Esta primavera echo de menos los paisajes por donde transitaron mis vivencias infantiles. Allá donde los ciclos de la naturaleza alargan perezosamente sus efectos tras los fríos invernales y ahora hermosearán en plena sazón. Los robledales estarán revestidos de un nuevo verdor y sus añosos troncos recubiertos de musgos verdinegros. Bajo el abanico de la bóveda celeste un artesonado de ramas y hojas cabecearán suavemente en parpadeos discontinuos al compás de la brisa mecedora. Como cada año.

Allí, todo invita a la calma bajo el halo de la fronda tupida, como un gigantesco palio de verde con infinitas tonalidades irisadas, opalescentes. La naturaleza parece asentada en un estado de equilibrio perfecto, de sosegada armonía, de serena belleza. En mi memoria revivo el crujir de los ramajes secos y retorcidos que al caminar me hacen sentir el sofoco resignado de las hierbas que se doblan y aplastan o las raíces atormentadas que, como venas a flor de piel, serpentean entre los matojos en busca del sol. En ese mallazo vegetal alfombrado y multicolor donde se entremezclan aulagas y achaparrados gorbizos, contemplo a los insectos de nueva hornada que huyen en tropel sobrevolando árgomas, endrinos y arandaneras.

Intuyo bajo la tierra las huras y oquedades de esa pequeña fauna que, sobresaltada por la presencia de un ser extraño y peligroso –el ser humano—, busca refugio en la hondura de las madrigueras. Al otro lado del camino los pastizales despiertan con nuevos ímpetus tras la modorra invernal.
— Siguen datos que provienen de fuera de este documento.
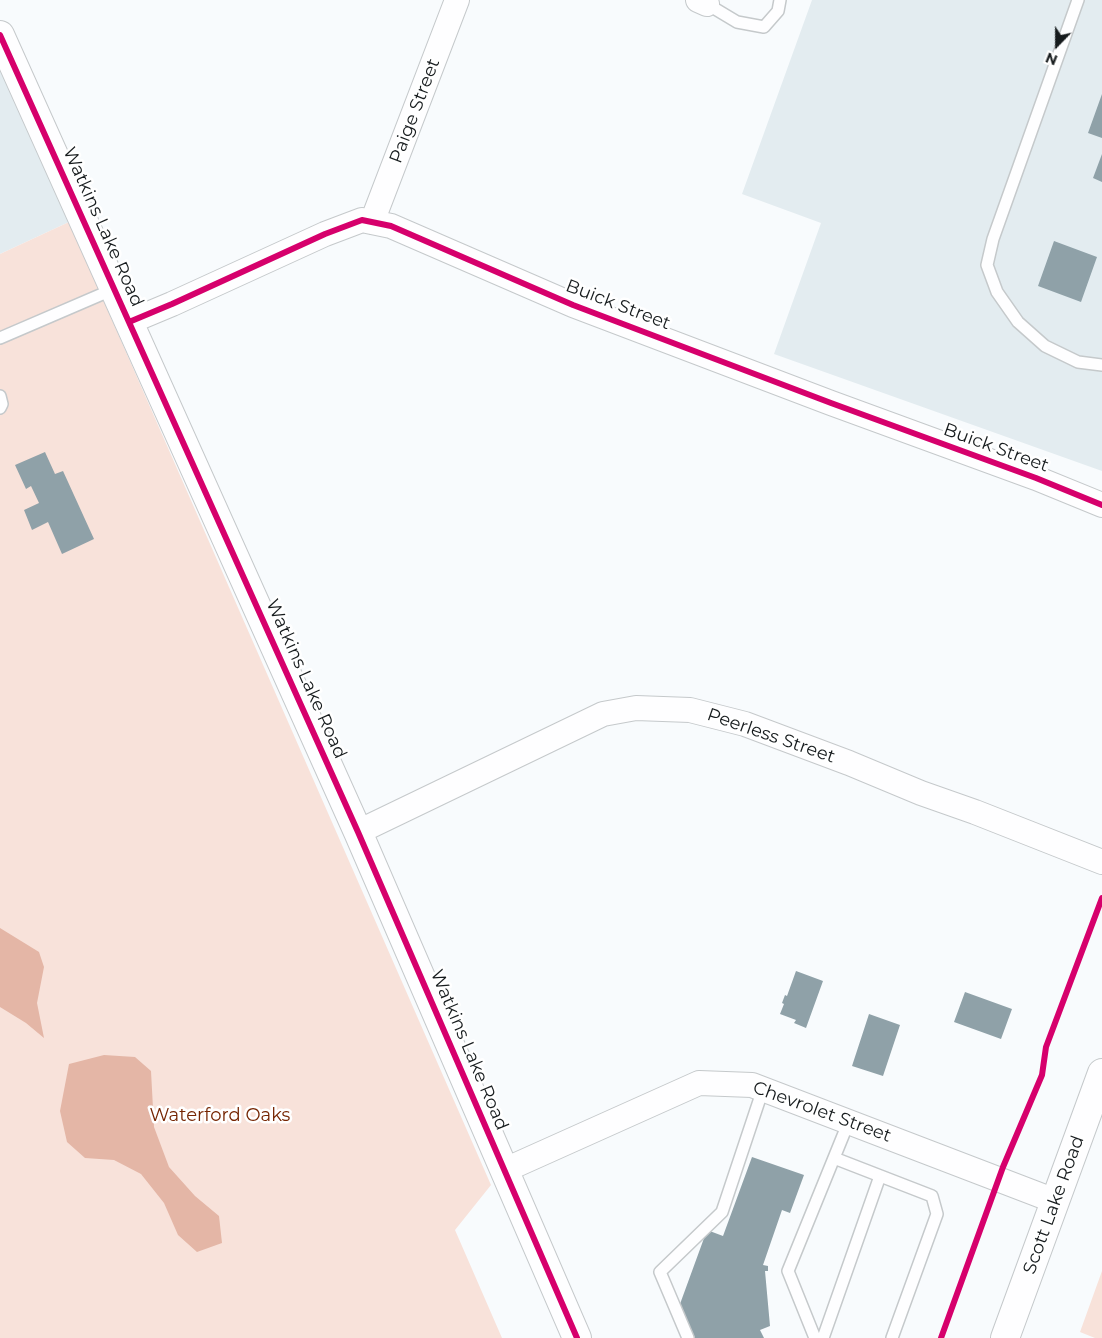 <!DOCTYPE html>
<style>
body{margin:0}
#map{position:relative;width:1102px;height:1338px;overflow:hidden;background:#f8fbfd;font-family:Montserrat,sans-serif}
canvas{display:block}
.north{position:absolute;left:1032px;top:20px;width:50px;height:50px;-webkit-text-stroke:4px #fff;paint-order:stroke;rotate:202deg;font-size:14px;font-weight:700;line-height:20px;text-align:center;color:#161b1d}
.north::after{content:'';display:block;margin:auto;width:18px;height:22px;background:#161b1d;clip-path:polygon(50% 0,100% 100%,50% 72%,0 100%)}
</style>
<div id="map">
<canvas width="1102" height="1338"></canvas>
<div class="north">N</div>
</div>
<script>
const c = document.querySelector('canvas').getContext('2d');
c.lineJoin = 'round';
function paint(path, color) {
  c.fillStyle = color;
  c.fill(path, 'evenodd');
}
function toPath(rows) {
  const path = new Path2D();
  for (const r of rows) {
    path.moveTo(r[0], r[1]);
    for (let i = 2; i < r.length; i += 2) path.lineTo(r[i], r[i + 1]);
  }
  return path;
}
function stroke(path, color, width, dash) {
  c.strokeStyle = color;
  c.lineWidth = width;
  c.lineCap = dash ? 'butt' : 'round';
  c.setLineDash(dash || []);
  c.stroke(path);
}
function label(font, color, halo, rows, align = 'center') {
  c.font = font + ' Montserrat,sans-serif';
  c.lineWidth = 5;
  c.setLineDash([]);
  c.textBaseline = 'middle';
  c.strokeStyle = halo;
  c.fillStyle = color;
  for (const [text, x, y, turn = 0] of rows) {
    c.save();
    c.translate(x, y);
    c.rotate((+turn || 0) * Math.PI / 180);
    c.textAlign = isNaN(turn) ? turn : align;
    if (halo) c.strokeText(text, 0, 0);
    c.fillText(text, 0, 0);
    c.restore();
  }
}
paint(toPath([
 [812,0,1102,0,1102,471,774,354,821,223,742,194],
 [0,69,69,222,0,254]
]), '#e3ecf0');
paint(toPath([
 [69,222,491,1185,455,1230,502,1338,0,1338,0,254],
 [1102,1271,1102,1338,1095,1338,1080,1332]
]), '#f8e2da');
paint(toPath([
 [0,928,39,952,44,967,37,1003,44,1038,26,1023,0,1007],
 [104,1055,135,1057,151,1071,154,1127,169,1167,195,1196,219,1216,222,1243,197,1252,178,1235,164,1203,141,1174,114,1160,85,1158,67,1142,60,1111,69,1064]
]), '#e4b6a6');
paint(toPath([
 [1102,94,1102,138,1088,133],
 [1102,154,1102,182,1093,178],
 [1054,241,1097,257,1081,302,1038,286],
 [45,452,55,474,63,471,94,539,62,554,48,522,32,530,24,510,39,503,31,486,26,489,15,465],
 [796,971,823,981,806,1028,794,1023,796,1020,780,1014,784,1004,782,1003,785,995,787,996],
 [965,992,1012,1009,1001,1039,954,1022],
 [869,1014,900,1025,883,1076,852,1066],
 [752,1157,804,1175,790,1213,782,1210,763,1265,768,1266,768,1271,765,1271,770,1326,760,1330,764,1338,695,1338,680,1304,707,1230,723,1236]
]), '#8fa1a8');
const service = toPath([
 [1078,0,993,239,987,265,997,292,1018,322,1045,346,1078,362,1102,365],
 [707,4,737,22,764,27,778,11,780,0],
 [0,338,114,289],
 [0,396,2,404,0,408],
 [834,1158,932,1196,937,1214,892,1338],
 [688,1338,660,1272,722,1212,763,1089],
 [815,1338,788,1271,849,1121],
 [823,1338,880,1176]
]);
const minor = toPath([
 [698,0,707,4],
 [372,222,457,0],
 [129,322,172,304,325,234,362,220,391,226,573,305,831,403,1036,478,1102,505],
 [358,832,603,714,636,708,690,710,745,724,849,763,921,793,975,812,1102,862],
 [505,1170,699,1083,752,1085,1055,1201]
]);
const tertiary = toPath([
 [0,35,358,832,577,1338],
 [1005,1338,1102,1073]
]);
stroke(service, '#c5c9cb', 14);
stroke(minor, '#c5c9cb', 26);
stroke(tertiary, '#c5c9cb', 30);
stroke(service, '#fefeff', 11);
stroke(minor, '#fefeff', 24);
stroke(tertiary, '#fefeff', 28);
stroke(toPath([
 [0,35,358,832,577,1338],
 [129,322,172,304,325,234,362,220,391,226,573,305,831,403,1036,478,1102,505],
 [941,1338,1003,1167,1042,1075,1046,1047,1102,898]
]), '#d6006c', 6);
label('18px', '#161b1d', '#fff', [
 ["Paige Street",415,111,-69],
 ["Watkins Lake Road",103,227,66],
 ["Buick Street",618,305,21],
 ["Buick Street",996,448,20],
 ["Watkins Lake Road",306,679,66],
 ["Peerless Street",771,736,19],
 ["Watkins Lake Road",469,1050,67],
 ["Chevrolet Street",822,1112,20],
 ["Scott Lake Road",1054,1205,-70]
]);
label('18px', '#752502', '#fff', [
 ["Waterford Oaks",220,1116]
]);
</script>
Hasta la pradera descienden a borbotones por veneros y regatos las aguas cantarinas que vivifican los pacederos llevando consigo los últimos latigazos gélidos de las nieves derretidas en las alturas. Junto al río los chopos, fresnos, avellanos y abedules de corteza plateada se disputan el espacio con las mimbreras. En el remanso de láminas ondulantes juguetean, vivarachas y confiadas, las truchas. Y en el huerto veo en mi imaginación la habitual muralla de rosales bravíos que circunda los frutales rabiosamente florecidos al compás de otro mayo palpitante. Este año la primavera está perdida, lo sé; pero, como escribió el poeta romántico inglés, “no por ello anegaré mi vida en la tristeza”.